From the badia a street go down to Piazza Mameli. Here we find Palazzo Taglieschi and Palazzo del Marzocco, the seats respectively of the Museo di Palazzo Taglieschi and the Museo della Battaglia e di Anghiari.
Museo di Palazzo Taglieschi
Palazzo Taglieschi was created combining multiple tower houses of medieval origin. Here is housed the museo statale di Palazzo Taglieschi and displays works of art and architectural elements coming from many buildings and churches of the val Tiberina.
Address: piazza Mameli 16
Opening hours: weekdays 8.30-19.30; sunday ore 9-13. Clored on monday.
Tickets: free access
Museo della Battaglia e di Anghiari
The Museo della Battaglia e di Anghiari talks about the history of Anghiari and its territory through the documents and artifacts from various periods and from various collections. The core of the exhibition is the section devoted to Battle of Anghiari and to the lost art-work on it made by Leonardo da Vinci.
Address: piazza Mameli 1
2 November – 31 March: 9.30-13.00 and 14.30-17.30
1 April – 1 November: 9.30-13.00 and 14.30-18.30
Tickets: regular 4 euro; reduced 3 euro (under 25, over 65, groups etc.); free for under 14, tuirist guide, disabled
Chiesa di Sant’Agostino
On the right of palazzo Taglieschi, we find the chiesa di Sant’Agostino. According to tradition, the origins of the Church would be related to step from Anghiari of Thomas Becket in 1162. The present Church dates from the 13th century although it was modified two centuries later. The Interior is in Baroque style, while the exterior has a sandstone facade opened by a Renaissance portal and by an oculus.
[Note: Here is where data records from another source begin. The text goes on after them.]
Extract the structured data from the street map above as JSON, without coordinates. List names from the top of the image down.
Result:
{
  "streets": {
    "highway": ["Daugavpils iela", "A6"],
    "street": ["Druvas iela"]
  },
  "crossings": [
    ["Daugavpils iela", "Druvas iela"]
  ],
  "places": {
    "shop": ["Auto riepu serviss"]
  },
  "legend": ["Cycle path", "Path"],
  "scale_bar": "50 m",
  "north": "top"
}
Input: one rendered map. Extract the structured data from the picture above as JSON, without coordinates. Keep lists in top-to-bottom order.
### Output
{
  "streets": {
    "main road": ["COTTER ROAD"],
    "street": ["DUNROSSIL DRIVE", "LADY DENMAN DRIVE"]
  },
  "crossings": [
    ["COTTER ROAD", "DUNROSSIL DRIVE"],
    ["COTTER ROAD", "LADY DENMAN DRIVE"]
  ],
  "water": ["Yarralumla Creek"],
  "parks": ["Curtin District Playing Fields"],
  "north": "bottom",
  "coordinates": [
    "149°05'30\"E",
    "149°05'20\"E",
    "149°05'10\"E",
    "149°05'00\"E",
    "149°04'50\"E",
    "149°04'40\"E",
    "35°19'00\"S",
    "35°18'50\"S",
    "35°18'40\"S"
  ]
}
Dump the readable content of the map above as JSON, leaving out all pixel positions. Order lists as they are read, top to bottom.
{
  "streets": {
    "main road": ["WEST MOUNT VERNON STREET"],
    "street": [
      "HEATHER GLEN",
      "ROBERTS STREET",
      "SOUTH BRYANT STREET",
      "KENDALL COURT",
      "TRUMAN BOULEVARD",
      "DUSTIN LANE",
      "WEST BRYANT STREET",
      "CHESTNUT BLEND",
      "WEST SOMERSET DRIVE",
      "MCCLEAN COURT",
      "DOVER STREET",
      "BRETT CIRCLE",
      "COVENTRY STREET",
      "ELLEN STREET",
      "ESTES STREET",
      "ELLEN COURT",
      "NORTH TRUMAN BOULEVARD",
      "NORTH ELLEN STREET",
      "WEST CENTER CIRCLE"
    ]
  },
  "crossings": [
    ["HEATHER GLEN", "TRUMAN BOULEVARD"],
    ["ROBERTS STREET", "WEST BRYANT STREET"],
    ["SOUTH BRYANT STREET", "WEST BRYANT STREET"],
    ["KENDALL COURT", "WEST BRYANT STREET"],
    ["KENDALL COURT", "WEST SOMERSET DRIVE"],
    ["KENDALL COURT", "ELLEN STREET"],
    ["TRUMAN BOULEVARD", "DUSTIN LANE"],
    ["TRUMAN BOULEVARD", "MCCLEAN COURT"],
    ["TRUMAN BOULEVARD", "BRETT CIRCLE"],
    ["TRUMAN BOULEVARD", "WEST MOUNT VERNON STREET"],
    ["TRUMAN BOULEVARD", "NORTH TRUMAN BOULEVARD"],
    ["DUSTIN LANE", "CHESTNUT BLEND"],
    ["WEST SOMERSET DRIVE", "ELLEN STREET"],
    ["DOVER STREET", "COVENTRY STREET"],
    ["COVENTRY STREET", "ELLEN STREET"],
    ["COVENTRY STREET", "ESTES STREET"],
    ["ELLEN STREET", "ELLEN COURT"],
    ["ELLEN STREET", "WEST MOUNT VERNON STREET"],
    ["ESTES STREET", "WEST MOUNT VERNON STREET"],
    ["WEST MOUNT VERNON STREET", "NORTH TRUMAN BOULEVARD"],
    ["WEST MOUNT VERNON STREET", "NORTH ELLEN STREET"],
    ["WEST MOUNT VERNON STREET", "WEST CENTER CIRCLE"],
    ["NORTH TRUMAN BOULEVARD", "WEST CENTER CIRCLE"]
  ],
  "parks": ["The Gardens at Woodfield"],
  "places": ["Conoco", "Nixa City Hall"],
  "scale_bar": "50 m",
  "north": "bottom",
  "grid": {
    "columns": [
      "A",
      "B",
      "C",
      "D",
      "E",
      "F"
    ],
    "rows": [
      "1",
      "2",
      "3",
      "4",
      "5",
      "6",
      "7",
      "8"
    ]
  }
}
Just outside the original nucleus of the village, starts a long road that bring from Anghiari to Sansepolcro. Along this street stands some nice palaces and also churches such as Santa Croce and Santo Stefano.
What to see around Anghiari
In the municipal area of Anghiari, about ten kilometers away from the village, I recommend a visit to the Castle of Montauto. If you are also interested in other Val Tiberina centers, you can also take a look at the guides on Sansepolcro and Pieve Santo Stefano.
How to get to Anghiari
By bus: Suburban line BAAS by Etruria Mobilità that links Arezzo, Anghiari and Sansepolcro.
By car: from Arezzo Strada Statale SS73 and Strada Provinciale SP47 or SP43 and SP47.